Domestic violence expert Heather Douglas says she understood Ms Clarke was fearful of what her estranged husband Rowan Baxter might do if she applied for a protection order after they separated in late 2019.
But Prof Douglas said Ms Clarke may have potentially had Baxter arrested and in police custody on charges such as stalking, if officers had asked the right questions.
“If the police officers were really aware of risk factors and had explained clearly to Hannah about her safety issues and encouraged her to make charges and to support charges we might have had a different outcome,” she told the inquest into the death of Ms Clarke and her children.
“People can’t be expected to really know what their risk factors are but police should be expected to know and be able to articulate them to a victim.
“And with full information someone like Hannah may have actually made a different decision, especially if she thought serious charges might lead to a refusal of bail.”

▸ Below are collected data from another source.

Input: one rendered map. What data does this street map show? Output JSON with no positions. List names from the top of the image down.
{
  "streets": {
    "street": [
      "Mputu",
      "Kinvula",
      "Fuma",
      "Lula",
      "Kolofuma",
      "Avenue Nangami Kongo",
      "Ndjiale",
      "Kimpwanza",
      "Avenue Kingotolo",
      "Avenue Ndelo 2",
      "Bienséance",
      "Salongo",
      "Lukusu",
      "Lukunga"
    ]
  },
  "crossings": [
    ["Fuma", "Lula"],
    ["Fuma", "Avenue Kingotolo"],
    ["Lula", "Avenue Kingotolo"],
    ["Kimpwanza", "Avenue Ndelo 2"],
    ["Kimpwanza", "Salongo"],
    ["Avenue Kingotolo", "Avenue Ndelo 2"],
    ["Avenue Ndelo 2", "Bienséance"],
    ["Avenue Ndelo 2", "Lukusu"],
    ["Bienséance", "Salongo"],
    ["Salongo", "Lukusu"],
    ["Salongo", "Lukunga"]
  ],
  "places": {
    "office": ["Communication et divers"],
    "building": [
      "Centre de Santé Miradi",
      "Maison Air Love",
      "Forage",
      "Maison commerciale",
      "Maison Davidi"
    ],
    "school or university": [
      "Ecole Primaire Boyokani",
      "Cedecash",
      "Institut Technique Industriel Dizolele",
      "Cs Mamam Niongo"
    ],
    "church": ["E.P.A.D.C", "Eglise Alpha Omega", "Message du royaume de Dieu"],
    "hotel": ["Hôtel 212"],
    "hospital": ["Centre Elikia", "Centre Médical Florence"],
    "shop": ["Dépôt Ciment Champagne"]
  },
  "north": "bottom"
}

Prof Douglas said there are often opportunities where alleged perpetrators can be charged with criminal offences, but instead the officers’ initial focus is often on domestic violence order breaches.

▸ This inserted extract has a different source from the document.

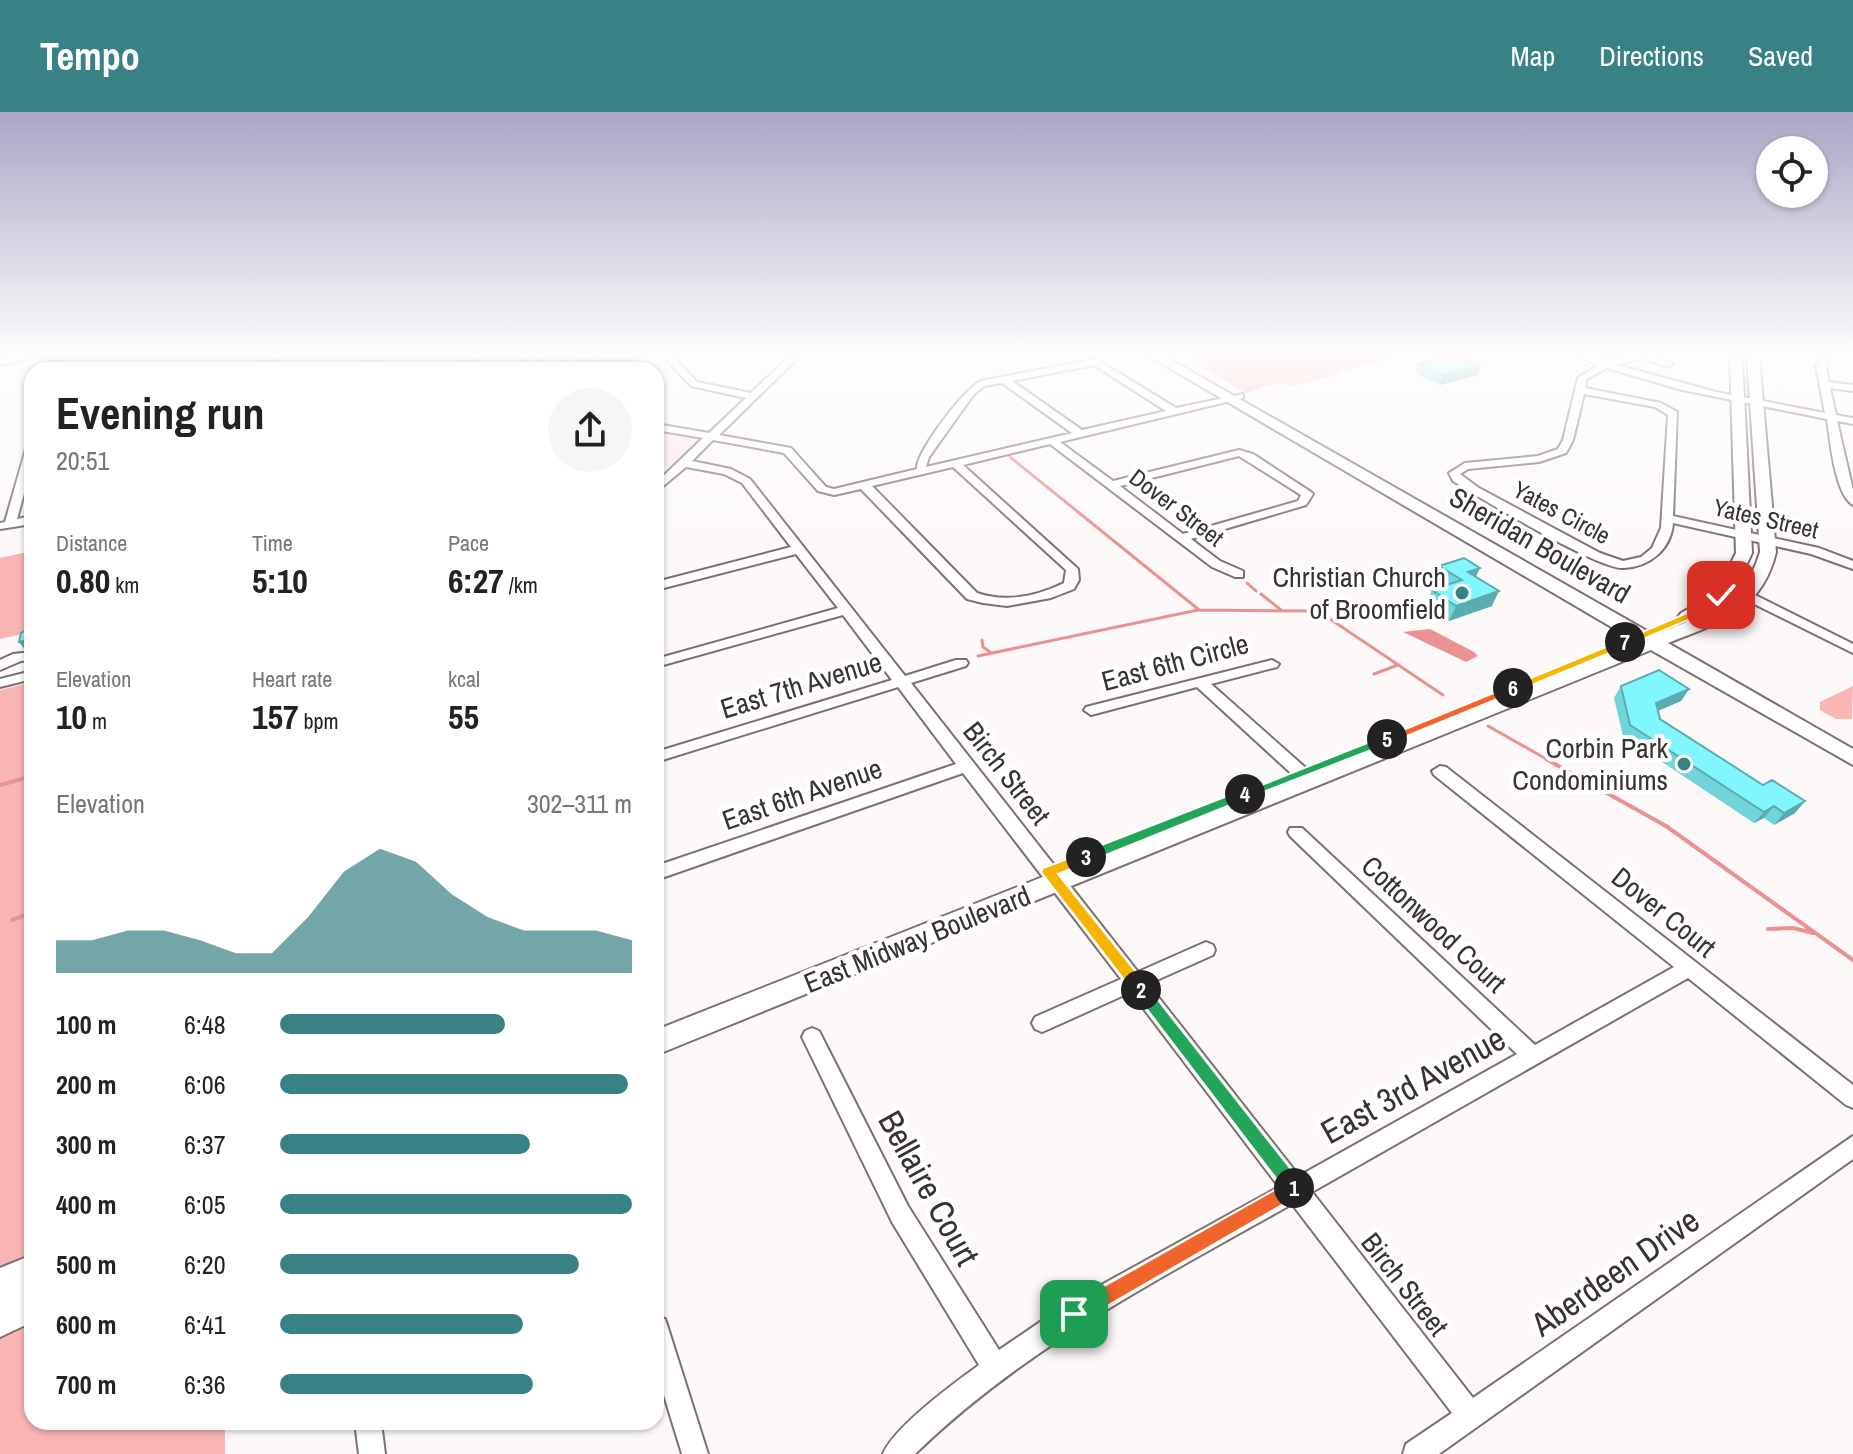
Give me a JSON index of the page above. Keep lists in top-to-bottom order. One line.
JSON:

“They (police) may have decided to charge differently and magistrates confronted with … 29 out of 39 risk factors may well have also decided that bail shouldn’t have been granted,” she said.
There “was a lot that went wrong” in Ms Clarke’s case, Prof Douglas said, advocating for trials of different approaches to domestic violence.

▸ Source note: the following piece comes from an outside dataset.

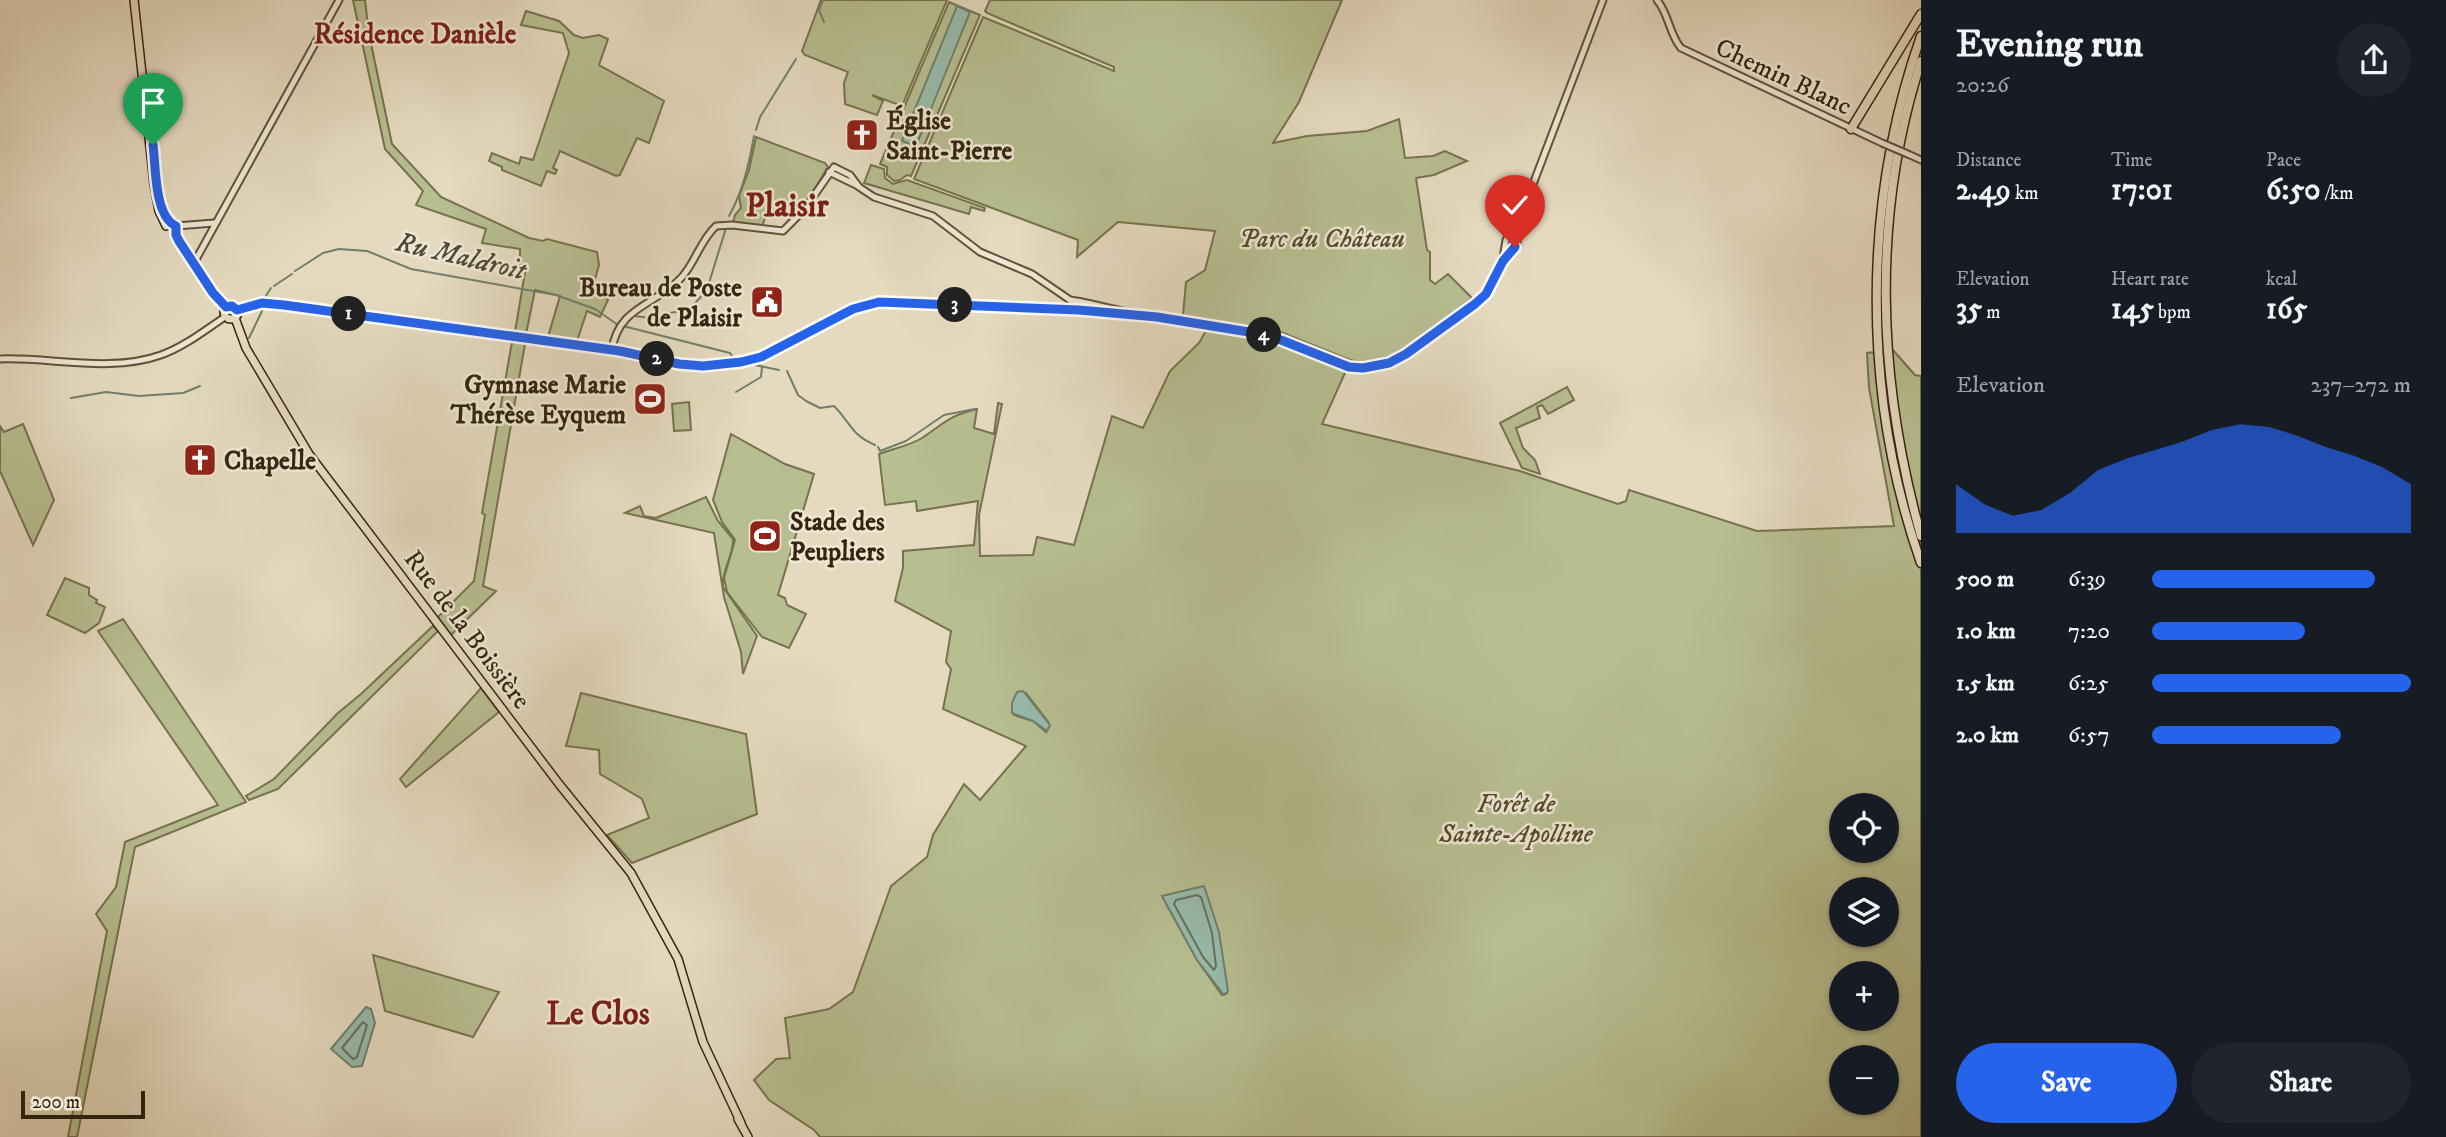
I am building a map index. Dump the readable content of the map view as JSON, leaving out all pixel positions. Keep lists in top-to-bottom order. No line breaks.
{"streets":{"main road":["Rue de la Boissière"],"street":["Chemin Blanc"]},"districts":["Résidence Danièle","Plaisir","Le Clos"],"water":["Ru Maldroit"],"parks":["Parc du Château","Forêt de Sainte-Apolline"],"places":{"church":["Église Saint-Pierre","Chapelle"],"public building":["Bureau de Poste de Plaisir"],"sports":["Gymnase Marie Thérèse Eyquem","Stade des Peupliers"]},"scale_bar":"200 m","page":{"heading":["Evening run","20:26"],"stats":[["Distance","2.49 km"],["Time","17:01"],["Pace","6:50 /km"],["Elevation","35 m"],["Heart rate","145 bpm"],["kcal","165"]],"pins":["3","1","4","2"],"chart":["Elevation","237–272 m"],"list":[{"name":"500 m","note":"6:39"},{"name":"1.0 km","note":"7:20"},{"name":"1.5 km","note":"6:25"},{"name":"2.0 km","note":"6:57"}],"map_buttons":["+","−"],"buttons":["Save","Share"],"scale":"200 m"}}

Ms Clarke was leaving her parents’ home in the Brisbane suburb of Camp Hill to take her children – Aaliyah, six, Laianah, four, and Trey, three – to school when Baxter got into the car, poured fuel inside and set it alight on February 19, 2020.
The inquest was told Baxter received a “glowing endorsement” from psychologist Vivian Jarrett barely a month before he torched his family and then fatally stabbed himself.
Dr Jarrett wrote a reference saying she had no concerns about Baxter’s mental health.
She told the inquest on Wednesday that she agreed Baxter was at a high risk of harming others.
Dr Jarrett was also aware Baxter may be trying to “pull the wool” over her eyes during their six sessions from December 2019, to create good evidence for the family court in a bid to regain access to his children. But she did not detail those concerns in her notes.
Instead she wrote a favourable reference and provided police a statement a day after the family’s deaths saying Baxter was “level headed” and “low risk”.
“I did not have any evidence before me to say he was an unfit parent,” Dr Jarrett said.
The inquest is set to come to a close in Brisbane on Thursday.